### TRY IT
Using the records that follow, work out the number of lines with the word "water" in them; reply with that number only.

### Saved data entries
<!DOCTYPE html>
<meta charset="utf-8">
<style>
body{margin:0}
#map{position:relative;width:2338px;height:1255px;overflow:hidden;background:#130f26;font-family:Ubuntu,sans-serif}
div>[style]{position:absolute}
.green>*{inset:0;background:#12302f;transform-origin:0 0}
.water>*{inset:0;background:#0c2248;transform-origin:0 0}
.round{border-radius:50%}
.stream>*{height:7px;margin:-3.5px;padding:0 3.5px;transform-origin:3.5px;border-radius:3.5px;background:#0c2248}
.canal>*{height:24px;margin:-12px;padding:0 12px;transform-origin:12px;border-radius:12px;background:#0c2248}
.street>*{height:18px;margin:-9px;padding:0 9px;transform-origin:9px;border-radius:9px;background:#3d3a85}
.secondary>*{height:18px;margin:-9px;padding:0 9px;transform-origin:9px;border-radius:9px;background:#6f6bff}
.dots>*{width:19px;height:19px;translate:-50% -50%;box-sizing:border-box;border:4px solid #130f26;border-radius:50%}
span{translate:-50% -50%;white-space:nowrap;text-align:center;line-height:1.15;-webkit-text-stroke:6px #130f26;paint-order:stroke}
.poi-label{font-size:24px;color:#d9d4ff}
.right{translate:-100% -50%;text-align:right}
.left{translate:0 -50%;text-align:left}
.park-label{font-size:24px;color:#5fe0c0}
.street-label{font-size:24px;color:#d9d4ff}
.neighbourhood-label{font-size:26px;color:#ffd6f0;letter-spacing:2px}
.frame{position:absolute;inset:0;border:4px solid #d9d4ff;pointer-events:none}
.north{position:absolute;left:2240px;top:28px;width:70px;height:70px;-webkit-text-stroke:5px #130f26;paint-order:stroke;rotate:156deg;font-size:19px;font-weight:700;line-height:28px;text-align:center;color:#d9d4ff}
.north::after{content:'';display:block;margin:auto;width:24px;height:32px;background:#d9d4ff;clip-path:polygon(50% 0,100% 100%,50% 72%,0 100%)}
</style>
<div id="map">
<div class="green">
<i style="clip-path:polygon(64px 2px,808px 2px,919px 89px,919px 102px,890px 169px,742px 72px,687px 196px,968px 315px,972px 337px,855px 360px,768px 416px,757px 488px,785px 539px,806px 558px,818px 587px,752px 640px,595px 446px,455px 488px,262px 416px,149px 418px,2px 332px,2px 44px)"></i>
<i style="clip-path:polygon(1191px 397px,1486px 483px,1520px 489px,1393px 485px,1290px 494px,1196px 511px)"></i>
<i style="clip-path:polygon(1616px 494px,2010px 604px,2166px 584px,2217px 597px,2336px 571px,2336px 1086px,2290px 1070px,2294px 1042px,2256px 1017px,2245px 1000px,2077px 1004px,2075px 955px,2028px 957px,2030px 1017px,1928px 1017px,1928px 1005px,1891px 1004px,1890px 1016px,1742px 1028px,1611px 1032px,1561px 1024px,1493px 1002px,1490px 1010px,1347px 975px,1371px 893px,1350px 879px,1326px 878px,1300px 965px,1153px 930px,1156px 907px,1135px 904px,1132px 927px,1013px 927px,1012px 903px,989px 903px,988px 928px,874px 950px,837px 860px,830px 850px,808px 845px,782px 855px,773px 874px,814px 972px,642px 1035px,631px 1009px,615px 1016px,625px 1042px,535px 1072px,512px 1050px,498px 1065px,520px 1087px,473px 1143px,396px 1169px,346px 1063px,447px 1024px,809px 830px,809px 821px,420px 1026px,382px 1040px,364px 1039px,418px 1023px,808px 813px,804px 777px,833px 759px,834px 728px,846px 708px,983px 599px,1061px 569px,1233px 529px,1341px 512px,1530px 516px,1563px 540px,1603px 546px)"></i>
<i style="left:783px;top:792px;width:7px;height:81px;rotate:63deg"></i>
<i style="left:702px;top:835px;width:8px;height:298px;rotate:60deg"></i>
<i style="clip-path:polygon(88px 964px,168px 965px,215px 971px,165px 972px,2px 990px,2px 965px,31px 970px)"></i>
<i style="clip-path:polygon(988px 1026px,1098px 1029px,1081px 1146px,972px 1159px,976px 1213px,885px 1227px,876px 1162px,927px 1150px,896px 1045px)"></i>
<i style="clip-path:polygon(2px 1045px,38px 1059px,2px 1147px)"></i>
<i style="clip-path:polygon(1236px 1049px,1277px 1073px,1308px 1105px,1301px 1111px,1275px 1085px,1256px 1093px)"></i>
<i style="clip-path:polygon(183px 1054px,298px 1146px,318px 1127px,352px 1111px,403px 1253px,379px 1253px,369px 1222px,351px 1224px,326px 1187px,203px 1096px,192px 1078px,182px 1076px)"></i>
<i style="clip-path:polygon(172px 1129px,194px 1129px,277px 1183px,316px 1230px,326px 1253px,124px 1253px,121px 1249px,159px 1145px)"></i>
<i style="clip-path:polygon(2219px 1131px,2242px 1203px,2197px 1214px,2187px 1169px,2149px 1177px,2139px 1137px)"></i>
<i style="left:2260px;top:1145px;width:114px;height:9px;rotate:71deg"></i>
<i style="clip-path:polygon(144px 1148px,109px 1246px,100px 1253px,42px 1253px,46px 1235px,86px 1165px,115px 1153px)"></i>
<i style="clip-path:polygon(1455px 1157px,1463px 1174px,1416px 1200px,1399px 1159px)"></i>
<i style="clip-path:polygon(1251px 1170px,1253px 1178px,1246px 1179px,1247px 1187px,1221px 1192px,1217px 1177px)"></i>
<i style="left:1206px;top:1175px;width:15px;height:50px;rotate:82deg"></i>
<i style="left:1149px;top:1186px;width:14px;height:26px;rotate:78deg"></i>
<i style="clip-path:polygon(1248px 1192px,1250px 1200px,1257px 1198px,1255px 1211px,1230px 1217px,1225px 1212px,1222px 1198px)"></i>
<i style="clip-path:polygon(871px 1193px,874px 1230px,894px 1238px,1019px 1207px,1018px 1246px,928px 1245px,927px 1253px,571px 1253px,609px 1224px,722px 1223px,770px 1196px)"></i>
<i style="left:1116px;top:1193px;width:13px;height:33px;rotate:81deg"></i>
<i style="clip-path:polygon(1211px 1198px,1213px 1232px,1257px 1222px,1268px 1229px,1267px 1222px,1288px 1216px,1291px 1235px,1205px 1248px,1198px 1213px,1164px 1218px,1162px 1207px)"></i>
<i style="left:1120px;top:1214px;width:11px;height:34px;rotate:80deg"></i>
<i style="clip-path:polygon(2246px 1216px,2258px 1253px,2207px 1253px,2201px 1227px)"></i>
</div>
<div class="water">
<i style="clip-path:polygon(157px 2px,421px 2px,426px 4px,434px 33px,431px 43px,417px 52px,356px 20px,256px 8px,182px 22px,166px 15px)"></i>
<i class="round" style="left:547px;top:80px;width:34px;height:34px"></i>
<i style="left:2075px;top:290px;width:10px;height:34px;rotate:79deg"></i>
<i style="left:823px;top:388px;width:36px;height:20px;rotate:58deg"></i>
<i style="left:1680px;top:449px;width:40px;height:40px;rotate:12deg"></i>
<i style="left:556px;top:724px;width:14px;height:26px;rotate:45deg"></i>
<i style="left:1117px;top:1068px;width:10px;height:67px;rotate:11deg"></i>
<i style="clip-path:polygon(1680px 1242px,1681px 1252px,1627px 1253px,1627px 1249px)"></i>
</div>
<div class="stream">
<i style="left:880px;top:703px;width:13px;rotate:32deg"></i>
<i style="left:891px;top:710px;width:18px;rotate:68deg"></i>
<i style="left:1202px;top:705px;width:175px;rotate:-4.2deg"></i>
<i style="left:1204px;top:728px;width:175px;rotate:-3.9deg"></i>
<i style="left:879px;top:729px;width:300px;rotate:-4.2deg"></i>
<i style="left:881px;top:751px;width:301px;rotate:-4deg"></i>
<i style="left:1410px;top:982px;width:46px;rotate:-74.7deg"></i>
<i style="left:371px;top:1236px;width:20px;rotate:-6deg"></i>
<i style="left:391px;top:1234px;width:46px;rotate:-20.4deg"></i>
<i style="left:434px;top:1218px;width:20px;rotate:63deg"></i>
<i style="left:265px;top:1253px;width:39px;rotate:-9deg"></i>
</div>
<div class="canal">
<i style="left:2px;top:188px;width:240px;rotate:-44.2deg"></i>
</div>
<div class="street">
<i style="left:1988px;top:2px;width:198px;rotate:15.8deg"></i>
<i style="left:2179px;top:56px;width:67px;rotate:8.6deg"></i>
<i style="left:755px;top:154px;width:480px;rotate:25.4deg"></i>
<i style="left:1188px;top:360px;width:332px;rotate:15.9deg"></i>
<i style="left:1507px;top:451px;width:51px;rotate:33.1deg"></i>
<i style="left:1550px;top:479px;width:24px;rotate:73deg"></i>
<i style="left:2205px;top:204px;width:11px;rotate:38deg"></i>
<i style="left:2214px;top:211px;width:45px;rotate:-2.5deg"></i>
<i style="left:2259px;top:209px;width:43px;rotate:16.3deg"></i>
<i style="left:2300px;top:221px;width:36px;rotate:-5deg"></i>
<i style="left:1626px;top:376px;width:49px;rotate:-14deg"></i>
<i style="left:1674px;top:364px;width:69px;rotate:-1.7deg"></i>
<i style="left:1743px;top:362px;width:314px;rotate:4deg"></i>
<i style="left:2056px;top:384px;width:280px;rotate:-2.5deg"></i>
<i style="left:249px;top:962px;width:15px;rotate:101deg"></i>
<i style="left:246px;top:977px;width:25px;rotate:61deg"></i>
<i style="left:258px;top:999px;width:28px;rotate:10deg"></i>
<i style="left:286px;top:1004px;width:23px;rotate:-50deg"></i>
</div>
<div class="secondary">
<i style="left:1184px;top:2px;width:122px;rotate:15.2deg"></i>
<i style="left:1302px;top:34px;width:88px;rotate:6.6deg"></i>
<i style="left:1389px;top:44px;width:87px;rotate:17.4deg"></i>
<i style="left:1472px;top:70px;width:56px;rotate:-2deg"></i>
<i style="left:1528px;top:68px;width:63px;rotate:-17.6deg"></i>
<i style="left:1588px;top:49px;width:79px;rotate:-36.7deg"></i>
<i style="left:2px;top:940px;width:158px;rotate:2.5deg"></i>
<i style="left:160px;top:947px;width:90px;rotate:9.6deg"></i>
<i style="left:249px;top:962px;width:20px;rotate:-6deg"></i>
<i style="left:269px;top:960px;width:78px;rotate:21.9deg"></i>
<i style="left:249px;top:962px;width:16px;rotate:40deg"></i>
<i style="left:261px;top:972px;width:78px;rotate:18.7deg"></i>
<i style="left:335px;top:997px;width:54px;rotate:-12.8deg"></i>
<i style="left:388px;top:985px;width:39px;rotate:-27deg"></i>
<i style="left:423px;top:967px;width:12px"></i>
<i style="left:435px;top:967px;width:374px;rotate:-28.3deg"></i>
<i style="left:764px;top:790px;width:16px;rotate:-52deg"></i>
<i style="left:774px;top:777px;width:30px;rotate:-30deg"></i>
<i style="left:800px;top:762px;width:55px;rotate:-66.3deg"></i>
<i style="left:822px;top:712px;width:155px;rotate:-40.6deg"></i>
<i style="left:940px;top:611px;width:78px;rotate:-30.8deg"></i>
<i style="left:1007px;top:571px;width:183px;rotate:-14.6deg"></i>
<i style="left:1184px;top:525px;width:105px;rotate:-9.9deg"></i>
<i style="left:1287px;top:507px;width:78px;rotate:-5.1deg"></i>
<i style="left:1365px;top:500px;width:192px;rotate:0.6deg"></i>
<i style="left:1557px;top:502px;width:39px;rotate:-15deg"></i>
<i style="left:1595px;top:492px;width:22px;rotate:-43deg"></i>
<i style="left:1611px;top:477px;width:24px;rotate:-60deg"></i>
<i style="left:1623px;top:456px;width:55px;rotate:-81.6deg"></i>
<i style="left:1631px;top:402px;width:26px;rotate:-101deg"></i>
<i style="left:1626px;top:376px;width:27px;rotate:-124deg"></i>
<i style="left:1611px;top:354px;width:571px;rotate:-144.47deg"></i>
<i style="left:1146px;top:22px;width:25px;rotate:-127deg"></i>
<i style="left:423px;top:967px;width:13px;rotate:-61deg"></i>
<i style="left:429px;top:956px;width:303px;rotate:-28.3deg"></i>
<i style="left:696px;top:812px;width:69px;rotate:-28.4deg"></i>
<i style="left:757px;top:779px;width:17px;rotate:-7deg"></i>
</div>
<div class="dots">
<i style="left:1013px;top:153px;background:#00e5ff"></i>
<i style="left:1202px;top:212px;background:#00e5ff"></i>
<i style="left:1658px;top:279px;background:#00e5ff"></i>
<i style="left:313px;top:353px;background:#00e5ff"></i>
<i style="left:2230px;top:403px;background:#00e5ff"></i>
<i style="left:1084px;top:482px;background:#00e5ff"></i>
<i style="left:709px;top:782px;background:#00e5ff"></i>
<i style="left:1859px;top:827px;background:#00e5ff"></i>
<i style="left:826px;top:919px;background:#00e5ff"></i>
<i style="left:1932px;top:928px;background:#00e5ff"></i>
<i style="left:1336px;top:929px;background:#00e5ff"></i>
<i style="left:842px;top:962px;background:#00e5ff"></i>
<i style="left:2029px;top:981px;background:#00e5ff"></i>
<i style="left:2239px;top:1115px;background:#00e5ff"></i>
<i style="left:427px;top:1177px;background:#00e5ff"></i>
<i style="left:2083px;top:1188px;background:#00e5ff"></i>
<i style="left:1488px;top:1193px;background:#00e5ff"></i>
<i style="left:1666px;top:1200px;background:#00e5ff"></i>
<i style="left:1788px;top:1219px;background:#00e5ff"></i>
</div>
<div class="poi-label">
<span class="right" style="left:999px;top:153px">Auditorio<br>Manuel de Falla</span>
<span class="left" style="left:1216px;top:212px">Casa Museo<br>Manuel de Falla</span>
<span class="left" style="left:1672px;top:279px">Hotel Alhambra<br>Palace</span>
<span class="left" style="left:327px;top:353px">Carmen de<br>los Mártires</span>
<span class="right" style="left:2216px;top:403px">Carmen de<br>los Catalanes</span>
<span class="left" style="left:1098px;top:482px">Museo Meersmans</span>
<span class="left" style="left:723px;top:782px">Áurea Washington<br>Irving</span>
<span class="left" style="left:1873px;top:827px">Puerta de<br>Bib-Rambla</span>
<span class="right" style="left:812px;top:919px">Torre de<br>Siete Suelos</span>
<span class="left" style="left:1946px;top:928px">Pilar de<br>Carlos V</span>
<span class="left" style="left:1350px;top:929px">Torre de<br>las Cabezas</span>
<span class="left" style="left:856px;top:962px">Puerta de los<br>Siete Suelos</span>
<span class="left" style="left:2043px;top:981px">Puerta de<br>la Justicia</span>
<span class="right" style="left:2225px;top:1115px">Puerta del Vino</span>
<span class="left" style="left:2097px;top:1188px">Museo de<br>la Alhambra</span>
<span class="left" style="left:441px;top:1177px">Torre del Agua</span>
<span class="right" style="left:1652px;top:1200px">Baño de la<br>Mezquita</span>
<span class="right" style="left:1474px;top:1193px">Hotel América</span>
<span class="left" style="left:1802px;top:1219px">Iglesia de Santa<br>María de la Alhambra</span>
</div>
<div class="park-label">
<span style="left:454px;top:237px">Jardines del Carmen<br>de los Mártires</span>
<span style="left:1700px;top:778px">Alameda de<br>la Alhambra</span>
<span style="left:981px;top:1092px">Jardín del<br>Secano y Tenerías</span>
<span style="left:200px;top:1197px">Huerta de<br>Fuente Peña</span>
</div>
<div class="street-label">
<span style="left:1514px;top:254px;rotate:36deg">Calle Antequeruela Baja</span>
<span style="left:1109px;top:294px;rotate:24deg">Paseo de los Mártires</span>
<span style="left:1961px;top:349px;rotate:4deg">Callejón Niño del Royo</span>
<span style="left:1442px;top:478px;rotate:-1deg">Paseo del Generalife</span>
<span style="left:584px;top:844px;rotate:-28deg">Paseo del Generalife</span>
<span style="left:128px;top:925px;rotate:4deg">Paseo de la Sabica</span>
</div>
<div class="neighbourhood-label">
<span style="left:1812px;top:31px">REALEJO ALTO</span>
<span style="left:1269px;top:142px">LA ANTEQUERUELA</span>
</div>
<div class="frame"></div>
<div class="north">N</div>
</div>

### RESPONSE BELOW
2